Bio
Sue Rahr began her 43-year law enforcement career as a deputy with the King County Sheriff’s Office in 1979 and worked her way up through the ranks until she was elected Sheriff in 2005. She served as Sheriff for another seven years, retiring in 2012. She was responsible for over 1,000 employees, a $150 million budget, and contract police services in 12 cities and transit policing for the Seattle/Puget Sound region. She led KCSO to CALEA National Accreditation in 2010 and was awarded “2010 Elected Official of the Year” by the Municipal League. In 2012 she was appointed Executive Director of the Washington State Criminal Justice Training Commission where she served for nine years and was responsible for training all city and county law enforcement and corrections officers in the state, as well as many other criminal justice professionals.

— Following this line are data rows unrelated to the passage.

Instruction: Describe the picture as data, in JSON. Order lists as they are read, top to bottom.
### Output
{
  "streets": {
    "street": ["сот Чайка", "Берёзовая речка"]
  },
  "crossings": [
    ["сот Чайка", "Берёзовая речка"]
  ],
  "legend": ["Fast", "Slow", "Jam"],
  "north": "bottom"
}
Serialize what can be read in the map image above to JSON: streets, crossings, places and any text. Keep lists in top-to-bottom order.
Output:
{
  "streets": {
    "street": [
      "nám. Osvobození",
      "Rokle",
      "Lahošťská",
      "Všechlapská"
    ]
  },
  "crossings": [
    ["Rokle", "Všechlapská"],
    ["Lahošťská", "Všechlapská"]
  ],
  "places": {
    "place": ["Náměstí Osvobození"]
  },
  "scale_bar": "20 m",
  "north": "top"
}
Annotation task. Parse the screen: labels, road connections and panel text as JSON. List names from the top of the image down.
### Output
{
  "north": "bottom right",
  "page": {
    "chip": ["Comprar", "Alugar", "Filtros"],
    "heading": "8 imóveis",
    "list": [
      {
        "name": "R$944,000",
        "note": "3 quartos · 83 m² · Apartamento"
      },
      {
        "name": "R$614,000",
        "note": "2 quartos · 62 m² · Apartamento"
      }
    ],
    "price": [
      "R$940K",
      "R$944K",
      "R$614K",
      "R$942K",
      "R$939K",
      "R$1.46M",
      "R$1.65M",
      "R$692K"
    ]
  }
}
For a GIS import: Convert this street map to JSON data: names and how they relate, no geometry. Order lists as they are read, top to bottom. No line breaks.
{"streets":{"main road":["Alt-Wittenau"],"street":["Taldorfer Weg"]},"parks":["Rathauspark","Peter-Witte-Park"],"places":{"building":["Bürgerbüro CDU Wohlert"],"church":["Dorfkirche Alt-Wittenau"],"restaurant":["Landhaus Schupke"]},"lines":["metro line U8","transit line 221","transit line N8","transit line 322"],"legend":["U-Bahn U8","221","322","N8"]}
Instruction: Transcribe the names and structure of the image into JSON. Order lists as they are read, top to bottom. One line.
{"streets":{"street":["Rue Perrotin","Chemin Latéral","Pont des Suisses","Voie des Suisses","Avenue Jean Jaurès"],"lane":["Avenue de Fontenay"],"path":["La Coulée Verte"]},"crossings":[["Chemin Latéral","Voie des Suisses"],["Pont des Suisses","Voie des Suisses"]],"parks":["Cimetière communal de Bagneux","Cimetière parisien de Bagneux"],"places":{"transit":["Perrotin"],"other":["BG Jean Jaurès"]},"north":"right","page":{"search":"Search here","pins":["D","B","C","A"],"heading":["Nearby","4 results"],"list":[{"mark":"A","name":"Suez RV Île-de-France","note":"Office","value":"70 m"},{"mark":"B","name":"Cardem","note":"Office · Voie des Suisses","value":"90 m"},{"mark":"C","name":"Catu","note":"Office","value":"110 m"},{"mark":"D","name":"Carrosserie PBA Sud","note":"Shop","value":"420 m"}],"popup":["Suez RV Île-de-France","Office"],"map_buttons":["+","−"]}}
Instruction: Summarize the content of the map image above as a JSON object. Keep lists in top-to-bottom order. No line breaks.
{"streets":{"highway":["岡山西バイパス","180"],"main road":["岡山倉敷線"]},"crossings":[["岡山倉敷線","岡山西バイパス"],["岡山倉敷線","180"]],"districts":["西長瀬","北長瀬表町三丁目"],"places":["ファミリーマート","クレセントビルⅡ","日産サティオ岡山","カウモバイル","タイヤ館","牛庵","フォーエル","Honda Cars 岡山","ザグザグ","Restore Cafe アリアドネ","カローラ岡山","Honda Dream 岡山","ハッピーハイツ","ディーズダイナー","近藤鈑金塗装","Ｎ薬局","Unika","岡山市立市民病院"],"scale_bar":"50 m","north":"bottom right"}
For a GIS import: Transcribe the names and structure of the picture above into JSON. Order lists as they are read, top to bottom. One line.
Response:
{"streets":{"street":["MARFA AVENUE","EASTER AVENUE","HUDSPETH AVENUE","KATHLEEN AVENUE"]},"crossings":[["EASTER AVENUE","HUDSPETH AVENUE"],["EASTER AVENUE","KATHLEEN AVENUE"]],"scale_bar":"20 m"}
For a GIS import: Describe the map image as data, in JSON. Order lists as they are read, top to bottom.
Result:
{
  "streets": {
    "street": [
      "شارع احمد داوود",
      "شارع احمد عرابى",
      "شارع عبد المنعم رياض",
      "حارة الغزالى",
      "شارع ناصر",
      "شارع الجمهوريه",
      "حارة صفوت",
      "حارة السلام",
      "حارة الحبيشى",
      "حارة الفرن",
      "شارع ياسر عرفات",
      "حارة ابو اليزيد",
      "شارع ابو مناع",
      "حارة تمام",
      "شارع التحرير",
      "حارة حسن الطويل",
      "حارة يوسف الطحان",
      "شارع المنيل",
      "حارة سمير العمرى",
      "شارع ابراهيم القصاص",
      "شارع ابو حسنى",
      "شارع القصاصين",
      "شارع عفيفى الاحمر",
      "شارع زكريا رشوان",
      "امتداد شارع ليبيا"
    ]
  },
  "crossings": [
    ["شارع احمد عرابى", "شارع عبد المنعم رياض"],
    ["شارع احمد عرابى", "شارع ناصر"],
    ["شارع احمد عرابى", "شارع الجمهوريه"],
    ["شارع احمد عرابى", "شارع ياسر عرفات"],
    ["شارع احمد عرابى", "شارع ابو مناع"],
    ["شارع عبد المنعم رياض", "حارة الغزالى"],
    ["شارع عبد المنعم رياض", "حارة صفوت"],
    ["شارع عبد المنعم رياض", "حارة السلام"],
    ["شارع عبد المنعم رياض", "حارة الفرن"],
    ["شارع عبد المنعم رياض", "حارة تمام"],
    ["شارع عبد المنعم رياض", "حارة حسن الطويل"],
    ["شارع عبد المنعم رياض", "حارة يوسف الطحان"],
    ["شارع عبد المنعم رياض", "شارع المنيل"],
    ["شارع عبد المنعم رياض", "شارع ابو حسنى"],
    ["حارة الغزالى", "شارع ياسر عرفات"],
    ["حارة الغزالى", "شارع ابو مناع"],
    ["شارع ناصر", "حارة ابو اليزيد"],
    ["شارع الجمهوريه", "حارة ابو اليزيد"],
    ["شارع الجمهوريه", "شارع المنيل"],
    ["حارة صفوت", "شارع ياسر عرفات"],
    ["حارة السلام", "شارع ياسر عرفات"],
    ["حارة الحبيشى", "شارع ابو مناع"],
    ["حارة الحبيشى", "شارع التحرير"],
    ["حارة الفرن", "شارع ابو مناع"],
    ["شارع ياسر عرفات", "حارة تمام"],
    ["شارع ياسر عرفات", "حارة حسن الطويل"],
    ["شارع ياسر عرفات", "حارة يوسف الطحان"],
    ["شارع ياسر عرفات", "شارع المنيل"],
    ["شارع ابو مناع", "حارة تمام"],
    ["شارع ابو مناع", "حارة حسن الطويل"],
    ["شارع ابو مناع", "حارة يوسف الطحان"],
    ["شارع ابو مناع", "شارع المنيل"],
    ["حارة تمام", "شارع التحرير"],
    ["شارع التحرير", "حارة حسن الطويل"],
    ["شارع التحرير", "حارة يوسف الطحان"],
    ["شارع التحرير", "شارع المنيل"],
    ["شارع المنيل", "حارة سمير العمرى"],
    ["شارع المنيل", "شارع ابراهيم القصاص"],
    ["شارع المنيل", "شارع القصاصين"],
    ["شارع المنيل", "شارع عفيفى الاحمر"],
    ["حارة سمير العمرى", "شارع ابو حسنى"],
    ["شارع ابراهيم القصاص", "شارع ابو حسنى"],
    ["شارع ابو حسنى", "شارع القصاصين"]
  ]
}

She served as a member of the “Executive Session on Policing” at the Harvard Kennedy School from 2011-2014; served on the “President’s Task Force on 21st Century Policing” in 2015; is a consultant with the NYU Law School Policing Project to Reimagine Policing; is the Co-Founder of the Center on Police Culture; serves as an advisor to many national police reform programs and organizations including the Council on Criminal Justice, Law Enforcement Action Partnership, Law Enforcement Leaders to Reduce Crime and Incarceration, and the Innovative Policing Program at Georgetown University with ABLE (Active Bystandership for Law Enforcement) and Police for Tomorrow.
She has served on many non-profit community and professional boards and held the following offices:
- President – Washington Association of Sheriffs and Police Chiefs
- Commissioner – Washington State Criminal Justice Training Commission
- Executive Board – National Sheriffs Association
- Board of Directors for the National Policing Institute
She graduated Cum Laude with a BA in Criminal Justice from Washington State University and is a graduate of the National Sheriff’s Institute and the FBI National Executive Institute. She co-authored the seminal academic paper about transforming the training culture at the WA State Criminal Justice Training Commission – published in 2015 by the Harvard Kennedy School and the National Institute of Justice – introducing the national dialogue on shifting police culture from warriors to guardians.
She is married to a retired high school teacher and has two adult sons and two grandchildren.